Task details:
Go through the data below and gather each line containing "fabs".

Extracted records:
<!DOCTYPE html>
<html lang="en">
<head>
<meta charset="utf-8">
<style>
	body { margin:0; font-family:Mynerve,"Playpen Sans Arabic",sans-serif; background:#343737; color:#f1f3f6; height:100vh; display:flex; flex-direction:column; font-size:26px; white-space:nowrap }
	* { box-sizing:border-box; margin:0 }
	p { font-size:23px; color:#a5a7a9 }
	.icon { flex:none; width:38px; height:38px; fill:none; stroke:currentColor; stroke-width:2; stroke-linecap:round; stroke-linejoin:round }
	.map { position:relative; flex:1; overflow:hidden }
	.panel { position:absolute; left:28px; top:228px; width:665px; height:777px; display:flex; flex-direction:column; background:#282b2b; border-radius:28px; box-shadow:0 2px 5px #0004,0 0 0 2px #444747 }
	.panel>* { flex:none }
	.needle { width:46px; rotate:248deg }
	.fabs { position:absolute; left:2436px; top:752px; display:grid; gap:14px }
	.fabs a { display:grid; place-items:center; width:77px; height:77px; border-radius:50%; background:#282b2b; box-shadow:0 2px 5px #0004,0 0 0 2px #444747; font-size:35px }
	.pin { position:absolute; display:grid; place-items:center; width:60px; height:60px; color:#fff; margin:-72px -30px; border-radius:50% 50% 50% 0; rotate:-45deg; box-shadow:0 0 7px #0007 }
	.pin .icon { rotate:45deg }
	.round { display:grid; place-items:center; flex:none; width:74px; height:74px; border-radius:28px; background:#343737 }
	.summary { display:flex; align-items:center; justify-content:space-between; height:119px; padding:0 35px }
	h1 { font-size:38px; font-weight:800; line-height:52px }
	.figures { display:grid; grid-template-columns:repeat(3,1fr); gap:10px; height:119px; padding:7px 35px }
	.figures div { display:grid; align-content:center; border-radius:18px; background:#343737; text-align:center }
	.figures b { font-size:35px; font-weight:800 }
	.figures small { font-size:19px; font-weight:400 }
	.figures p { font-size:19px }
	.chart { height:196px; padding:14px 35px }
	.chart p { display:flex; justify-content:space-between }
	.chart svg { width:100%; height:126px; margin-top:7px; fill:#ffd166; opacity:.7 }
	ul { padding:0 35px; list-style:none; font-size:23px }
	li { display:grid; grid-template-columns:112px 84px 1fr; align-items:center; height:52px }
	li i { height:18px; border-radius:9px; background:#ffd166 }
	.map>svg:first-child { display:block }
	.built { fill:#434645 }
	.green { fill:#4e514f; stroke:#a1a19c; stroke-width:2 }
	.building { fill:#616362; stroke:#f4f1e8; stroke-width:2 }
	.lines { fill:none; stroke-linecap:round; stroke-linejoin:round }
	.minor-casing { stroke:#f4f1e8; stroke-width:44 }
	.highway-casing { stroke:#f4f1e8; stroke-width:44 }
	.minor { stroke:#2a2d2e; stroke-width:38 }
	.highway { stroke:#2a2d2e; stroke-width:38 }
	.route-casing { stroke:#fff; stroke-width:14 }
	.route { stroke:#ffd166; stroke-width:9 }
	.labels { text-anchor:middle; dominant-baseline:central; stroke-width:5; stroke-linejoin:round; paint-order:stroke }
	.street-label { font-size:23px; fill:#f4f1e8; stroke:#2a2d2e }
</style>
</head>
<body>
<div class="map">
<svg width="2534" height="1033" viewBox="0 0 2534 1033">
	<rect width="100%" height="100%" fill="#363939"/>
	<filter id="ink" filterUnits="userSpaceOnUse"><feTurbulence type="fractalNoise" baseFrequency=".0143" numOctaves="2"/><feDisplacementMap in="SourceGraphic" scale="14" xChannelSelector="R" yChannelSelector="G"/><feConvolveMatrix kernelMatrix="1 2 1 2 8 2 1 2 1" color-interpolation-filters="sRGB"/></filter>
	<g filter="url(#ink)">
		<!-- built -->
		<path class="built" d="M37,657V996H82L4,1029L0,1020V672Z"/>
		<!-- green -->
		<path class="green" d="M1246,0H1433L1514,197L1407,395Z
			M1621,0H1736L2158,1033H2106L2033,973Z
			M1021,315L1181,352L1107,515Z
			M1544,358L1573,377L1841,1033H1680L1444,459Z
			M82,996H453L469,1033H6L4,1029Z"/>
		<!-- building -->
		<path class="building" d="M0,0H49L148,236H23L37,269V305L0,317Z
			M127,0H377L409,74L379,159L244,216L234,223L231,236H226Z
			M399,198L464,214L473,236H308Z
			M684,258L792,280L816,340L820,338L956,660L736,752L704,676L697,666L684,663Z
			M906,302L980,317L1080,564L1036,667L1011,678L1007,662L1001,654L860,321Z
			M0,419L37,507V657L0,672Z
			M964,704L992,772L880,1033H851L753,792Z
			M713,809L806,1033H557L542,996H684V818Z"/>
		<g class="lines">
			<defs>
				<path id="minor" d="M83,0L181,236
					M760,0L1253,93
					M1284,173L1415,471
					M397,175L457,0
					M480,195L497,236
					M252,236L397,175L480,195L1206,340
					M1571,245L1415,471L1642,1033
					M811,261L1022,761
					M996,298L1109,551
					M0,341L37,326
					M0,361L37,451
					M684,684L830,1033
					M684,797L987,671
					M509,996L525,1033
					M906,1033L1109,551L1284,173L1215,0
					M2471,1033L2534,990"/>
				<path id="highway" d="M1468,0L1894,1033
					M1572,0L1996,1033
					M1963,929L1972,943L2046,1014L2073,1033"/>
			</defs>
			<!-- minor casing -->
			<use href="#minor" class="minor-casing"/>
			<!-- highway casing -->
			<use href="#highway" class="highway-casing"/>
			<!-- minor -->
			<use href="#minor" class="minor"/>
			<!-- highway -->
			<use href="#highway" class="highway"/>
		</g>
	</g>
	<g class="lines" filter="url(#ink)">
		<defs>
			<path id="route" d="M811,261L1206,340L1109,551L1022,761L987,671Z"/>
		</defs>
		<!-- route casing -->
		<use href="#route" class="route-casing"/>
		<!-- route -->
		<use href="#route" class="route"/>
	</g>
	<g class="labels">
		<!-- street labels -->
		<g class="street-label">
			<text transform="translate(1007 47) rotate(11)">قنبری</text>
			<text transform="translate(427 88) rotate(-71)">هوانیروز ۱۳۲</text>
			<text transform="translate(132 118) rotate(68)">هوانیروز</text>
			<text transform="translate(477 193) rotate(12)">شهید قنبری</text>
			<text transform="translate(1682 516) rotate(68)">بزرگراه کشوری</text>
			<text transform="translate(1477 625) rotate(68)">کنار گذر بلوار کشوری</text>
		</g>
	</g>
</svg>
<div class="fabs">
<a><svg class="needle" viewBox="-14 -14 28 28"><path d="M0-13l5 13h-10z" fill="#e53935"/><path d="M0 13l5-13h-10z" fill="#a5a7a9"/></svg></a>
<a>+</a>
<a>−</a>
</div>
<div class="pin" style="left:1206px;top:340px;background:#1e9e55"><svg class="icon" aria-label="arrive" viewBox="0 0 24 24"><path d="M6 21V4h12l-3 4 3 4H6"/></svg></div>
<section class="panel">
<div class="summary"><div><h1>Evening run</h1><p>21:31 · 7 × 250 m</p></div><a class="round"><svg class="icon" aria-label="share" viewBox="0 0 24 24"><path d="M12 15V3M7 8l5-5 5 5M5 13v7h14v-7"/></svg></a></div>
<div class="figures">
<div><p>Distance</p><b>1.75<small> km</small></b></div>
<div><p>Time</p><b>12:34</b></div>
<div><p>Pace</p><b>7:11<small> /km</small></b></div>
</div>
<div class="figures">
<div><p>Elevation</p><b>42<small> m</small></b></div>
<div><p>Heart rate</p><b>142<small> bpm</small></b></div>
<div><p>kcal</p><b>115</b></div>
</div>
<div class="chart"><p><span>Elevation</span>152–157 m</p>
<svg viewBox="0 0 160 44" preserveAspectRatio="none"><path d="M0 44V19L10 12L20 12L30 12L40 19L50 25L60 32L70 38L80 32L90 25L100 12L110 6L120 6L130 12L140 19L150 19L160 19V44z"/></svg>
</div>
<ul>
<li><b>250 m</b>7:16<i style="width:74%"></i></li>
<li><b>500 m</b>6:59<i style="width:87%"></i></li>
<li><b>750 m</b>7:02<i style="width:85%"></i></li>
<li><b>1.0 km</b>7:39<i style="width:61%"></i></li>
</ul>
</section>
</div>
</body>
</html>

Solution to the exercise:
	.fabs { position:absolute; left:2436px; top:752px; display:grid; gap:14px }
	.fabs a { display:grid; place-items:center; width:77px; height:77px; border-radius:50%; background:#282b2b; box-shadow:0 2px 5px #0004,0 0 0 2px #444747; font-size:35px }
<div class="fabs">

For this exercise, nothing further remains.